Понятно, такое заведение изначально задумывалось не с целью банальной помывки – помыться можно и дома, – а с целью отдохнуть, пообщаться и приятно провести время. Специально ради этого во дворе перед баней соорудили стационарный мангал, а внутри помещения устроили буфет с широким ассортиментом спиртных напитков. Кстати, при желании спиртное можно приносить с собой.

Встречаясь со мной, Надежда здоровалась и, вздыхая, порой добавляла:

– Батюшка, вот что я тебе скажу. Не мне, тебе в этой бане надо работать. Банщик – вот человек, к которому за советом или поговорить, а порой и просто, чтобы их хоть кто-нибудь выслушал, обращается множество разнообразных, подвыпивших душ.

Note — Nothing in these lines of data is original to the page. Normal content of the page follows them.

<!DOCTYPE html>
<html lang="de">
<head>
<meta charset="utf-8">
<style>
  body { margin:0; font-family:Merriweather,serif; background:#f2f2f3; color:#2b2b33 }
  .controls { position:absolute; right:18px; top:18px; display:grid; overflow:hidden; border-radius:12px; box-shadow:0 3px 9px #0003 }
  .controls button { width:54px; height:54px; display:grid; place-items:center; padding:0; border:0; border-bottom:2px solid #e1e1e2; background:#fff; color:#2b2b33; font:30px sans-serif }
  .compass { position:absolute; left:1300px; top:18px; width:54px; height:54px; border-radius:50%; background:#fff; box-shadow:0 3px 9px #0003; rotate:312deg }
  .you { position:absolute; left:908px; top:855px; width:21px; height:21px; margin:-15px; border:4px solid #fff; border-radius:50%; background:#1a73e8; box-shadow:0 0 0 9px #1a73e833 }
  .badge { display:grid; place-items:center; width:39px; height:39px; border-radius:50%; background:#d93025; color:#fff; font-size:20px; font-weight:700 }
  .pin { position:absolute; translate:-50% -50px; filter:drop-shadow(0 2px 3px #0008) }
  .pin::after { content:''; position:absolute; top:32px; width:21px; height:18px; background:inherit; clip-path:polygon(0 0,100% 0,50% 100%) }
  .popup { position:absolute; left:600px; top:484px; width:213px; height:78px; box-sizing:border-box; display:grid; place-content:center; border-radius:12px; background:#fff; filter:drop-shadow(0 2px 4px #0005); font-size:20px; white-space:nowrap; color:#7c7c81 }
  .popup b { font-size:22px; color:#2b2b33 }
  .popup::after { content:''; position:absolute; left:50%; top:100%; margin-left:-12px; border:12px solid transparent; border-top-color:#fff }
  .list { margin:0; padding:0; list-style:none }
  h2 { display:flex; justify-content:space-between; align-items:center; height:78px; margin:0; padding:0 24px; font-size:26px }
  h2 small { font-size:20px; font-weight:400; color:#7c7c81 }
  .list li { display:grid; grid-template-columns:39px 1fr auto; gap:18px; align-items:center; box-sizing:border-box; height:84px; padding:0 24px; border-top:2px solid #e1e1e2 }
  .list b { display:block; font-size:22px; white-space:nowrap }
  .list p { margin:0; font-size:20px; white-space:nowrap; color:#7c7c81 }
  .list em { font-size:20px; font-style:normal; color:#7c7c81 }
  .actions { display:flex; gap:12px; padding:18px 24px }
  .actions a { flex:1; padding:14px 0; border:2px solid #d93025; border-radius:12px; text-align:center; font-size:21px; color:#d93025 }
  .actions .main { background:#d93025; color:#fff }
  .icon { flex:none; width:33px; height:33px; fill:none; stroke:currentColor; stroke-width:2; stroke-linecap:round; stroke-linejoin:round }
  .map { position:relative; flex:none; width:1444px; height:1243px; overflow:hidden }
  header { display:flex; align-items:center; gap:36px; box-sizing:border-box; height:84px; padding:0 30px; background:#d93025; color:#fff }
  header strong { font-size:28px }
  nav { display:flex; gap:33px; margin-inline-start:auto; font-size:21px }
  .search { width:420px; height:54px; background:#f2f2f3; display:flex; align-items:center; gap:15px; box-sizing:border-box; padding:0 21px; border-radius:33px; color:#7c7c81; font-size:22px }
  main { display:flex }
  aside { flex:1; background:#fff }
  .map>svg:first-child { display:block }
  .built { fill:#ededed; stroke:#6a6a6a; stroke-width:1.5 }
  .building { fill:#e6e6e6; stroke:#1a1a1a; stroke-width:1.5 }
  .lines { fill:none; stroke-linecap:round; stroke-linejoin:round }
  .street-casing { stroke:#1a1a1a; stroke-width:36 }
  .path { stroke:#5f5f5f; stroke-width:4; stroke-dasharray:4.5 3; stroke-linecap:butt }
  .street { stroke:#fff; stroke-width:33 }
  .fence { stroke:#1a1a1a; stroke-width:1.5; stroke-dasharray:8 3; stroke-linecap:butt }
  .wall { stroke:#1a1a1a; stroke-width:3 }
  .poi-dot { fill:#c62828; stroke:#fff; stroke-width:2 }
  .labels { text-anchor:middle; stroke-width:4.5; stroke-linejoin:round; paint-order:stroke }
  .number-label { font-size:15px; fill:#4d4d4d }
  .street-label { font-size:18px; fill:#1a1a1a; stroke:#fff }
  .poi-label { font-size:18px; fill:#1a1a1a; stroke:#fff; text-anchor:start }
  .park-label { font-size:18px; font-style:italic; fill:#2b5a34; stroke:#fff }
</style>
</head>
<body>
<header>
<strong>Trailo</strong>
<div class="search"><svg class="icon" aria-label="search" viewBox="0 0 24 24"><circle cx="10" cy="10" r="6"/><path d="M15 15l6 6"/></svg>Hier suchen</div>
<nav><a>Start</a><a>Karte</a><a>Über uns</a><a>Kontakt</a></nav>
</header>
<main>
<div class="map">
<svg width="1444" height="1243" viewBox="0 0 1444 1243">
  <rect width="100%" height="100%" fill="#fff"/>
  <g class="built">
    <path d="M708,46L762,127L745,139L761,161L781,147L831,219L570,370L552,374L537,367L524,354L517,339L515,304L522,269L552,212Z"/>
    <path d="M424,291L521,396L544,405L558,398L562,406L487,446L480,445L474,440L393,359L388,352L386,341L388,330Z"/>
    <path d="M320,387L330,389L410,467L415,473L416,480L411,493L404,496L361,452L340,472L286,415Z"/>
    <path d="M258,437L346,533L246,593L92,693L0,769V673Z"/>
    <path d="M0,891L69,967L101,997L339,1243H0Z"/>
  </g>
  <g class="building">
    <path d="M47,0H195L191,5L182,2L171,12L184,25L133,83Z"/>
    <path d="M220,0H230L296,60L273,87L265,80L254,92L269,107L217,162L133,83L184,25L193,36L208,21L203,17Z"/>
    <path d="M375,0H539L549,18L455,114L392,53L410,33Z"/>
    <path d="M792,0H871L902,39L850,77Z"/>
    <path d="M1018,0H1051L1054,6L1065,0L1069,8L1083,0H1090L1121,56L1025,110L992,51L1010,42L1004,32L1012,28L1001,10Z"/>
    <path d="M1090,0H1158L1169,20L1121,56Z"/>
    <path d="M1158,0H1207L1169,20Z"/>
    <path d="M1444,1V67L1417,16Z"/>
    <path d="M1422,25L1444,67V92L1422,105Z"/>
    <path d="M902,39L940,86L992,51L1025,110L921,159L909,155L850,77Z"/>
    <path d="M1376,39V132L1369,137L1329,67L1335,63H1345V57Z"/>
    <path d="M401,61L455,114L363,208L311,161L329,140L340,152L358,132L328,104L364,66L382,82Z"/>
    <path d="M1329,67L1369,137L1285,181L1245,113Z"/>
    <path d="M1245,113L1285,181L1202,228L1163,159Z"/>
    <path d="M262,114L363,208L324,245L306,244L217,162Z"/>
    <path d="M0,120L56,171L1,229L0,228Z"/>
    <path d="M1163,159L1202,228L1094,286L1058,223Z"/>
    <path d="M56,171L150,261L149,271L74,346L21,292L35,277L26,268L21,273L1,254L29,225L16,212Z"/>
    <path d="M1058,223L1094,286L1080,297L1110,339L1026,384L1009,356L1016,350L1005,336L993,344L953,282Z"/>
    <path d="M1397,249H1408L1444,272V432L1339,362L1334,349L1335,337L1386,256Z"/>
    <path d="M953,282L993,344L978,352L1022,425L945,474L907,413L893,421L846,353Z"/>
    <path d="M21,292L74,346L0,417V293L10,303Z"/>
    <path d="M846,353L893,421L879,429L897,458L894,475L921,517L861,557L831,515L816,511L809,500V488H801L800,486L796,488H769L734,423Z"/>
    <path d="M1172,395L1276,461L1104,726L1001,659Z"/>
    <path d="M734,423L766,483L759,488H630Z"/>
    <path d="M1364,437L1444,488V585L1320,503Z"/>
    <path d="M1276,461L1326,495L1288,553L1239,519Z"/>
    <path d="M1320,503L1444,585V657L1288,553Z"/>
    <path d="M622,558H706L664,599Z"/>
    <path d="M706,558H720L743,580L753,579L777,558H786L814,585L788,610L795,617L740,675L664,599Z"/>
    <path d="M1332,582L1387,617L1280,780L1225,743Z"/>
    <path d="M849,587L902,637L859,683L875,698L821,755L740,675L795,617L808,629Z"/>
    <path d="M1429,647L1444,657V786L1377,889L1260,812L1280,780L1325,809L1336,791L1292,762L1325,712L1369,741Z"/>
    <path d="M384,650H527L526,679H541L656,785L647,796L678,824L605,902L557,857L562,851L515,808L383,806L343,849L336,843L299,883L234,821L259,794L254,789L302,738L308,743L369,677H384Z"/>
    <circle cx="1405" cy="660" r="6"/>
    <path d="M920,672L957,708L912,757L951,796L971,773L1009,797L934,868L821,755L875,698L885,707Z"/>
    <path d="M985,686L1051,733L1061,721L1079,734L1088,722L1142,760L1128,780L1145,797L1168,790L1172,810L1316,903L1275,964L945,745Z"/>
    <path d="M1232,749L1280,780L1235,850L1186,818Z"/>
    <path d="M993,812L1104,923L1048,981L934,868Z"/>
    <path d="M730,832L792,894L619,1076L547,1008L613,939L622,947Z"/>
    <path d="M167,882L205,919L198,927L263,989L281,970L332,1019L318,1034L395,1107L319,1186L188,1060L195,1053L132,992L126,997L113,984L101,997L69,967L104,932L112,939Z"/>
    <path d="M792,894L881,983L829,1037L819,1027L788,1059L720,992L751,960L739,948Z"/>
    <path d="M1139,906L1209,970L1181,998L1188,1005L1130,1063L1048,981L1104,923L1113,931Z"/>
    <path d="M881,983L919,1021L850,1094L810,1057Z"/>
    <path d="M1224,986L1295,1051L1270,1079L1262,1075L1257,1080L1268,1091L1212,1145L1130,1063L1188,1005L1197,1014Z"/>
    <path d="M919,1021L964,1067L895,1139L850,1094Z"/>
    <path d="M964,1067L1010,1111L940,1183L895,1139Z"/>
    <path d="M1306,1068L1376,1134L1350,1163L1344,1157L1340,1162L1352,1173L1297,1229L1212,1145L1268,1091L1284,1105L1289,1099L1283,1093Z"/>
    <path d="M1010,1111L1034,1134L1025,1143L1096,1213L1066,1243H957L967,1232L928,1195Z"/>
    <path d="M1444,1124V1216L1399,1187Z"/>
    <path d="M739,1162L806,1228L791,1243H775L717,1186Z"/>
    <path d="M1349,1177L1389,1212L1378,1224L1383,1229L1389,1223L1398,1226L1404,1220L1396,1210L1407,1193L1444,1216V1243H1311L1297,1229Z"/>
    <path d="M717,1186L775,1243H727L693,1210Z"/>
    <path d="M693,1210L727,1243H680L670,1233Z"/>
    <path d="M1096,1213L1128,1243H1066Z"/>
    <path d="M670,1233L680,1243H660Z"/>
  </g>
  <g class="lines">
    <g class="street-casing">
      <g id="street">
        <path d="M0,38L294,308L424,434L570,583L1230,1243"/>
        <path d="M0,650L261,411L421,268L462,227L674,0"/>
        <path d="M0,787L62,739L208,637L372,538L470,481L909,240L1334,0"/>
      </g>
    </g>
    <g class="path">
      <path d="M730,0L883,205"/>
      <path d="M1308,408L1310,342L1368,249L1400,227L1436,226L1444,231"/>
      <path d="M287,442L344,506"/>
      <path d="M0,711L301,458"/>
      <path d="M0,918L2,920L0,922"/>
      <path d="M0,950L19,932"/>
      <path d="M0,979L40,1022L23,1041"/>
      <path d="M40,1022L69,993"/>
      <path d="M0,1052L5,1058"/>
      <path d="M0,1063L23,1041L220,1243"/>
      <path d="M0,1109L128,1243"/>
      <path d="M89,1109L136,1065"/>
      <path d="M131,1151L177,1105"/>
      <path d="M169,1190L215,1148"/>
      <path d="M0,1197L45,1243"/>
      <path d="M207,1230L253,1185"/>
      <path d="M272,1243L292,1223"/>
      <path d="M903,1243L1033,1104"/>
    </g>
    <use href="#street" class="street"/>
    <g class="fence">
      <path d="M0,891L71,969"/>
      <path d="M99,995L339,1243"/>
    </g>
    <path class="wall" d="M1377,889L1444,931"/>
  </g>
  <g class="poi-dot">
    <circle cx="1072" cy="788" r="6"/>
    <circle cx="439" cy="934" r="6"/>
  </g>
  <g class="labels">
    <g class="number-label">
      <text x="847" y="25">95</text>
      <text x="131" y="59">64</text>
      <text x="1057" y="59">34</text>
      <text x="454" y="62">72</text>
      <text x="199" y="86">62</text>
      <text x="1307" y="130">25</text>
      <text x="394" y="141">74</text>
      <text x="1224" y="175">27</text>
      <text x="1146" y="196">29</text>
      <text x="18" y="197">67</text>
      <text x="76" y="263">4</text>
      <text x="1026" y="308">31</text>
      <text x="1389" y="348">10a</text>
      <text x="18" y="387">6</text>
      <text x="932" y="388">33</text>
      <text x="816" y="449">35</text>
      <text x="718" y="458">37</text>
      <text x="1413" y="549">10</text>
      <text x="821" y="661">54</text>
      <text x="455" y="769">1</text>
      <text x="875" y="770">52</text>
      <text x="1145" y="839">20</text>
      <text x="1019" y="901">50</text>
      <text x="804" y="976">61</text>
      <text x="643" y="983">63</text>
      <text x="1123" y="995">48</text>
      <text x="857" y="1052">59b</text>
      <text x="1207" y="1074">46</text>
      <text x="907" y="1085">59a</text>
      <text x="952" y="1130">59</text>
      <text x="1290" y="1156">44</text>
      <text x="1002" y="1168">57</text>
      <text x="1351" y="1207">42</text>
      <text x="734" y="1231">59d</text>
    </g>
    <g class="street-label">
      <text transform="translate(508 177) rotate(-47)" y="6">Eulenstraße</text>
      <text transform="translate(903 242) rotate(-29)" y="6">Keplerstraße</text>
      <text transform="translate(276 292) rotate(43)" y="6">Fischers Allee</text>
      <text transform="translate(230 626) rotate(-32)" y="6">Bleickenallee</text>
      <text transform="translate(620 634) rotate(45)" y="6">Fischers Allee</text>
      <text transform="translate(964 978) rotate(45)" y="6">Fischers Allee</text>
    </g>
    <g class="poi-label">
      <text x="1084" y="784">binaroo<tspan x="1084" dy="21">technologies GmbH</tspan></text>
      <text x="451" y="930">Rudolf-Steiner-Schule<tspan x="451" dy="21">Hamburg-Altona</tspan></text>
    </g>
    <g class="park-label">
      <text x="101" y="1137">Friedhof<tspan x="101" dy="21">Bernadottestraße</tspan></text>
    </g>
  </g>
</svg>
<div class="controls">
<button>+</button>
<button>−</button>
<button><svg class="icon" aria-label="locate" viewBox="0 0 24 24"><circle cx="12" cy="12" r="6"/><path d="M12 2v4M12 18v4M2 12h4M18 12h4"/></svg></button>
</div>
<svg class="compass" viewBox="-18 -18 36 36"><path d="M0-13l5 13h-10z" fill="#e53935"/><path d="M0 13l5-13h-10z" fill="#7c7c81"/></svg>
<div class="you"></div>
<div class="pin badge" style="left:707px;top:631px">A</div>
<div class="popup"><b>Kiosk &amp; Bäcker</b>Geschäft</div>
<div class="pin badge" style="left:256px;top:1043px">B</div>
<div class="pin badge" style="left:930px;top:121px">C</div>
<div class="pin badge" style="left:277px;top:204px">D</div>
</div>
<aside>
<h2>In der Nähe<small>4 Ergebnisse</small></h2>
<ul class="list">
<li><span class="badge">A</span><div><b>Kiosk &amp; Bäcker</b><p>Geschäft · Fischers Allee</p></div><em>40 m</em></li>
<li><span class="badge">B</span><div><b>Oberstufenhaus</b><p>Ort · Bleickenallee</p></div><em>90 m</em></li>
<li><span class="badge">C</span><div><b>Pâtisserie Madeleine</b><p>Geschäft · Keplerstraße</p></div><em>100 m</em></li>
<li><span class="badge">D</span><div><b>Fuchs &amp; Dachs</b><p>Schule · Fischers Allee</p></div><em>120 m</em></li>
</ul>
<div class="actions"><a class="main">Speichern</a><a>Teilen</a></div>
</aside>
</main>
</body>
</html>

Мужики, те просто напиваются, а женщины, те нет. Женщины – народ сложно организованный. Ей мало выпитого шампанского. Напоется, напляшется, а потом ей еще и поговорить, и поплакаться нужно. Душа переполнена чаще всего чем-нибудь нехорошим, воспоминаниями, обидами разными. Ей бы излиться, как это бывает незнакомому попутчику в вагоне поезда дальнего следования. Да только где взять такого человека, способного выслушать? Нет такого попутчика, зато есть банщик. Вот они меня и донимают.

Я говорю: ну чего ты ко мне идешь? Вишь ты, нашла она себе дежурные уши. Мне этого не надо, мне за это не платят. Ты к батюшке в церковь иди, на него и вываливай. Кстати, у меня сосед в церкви работает, давай познакомлю. Не, говорит, к попам не пойду, я им не верю. А потом, к попу трезвым надо идти, а на трезвую голову какой разговор?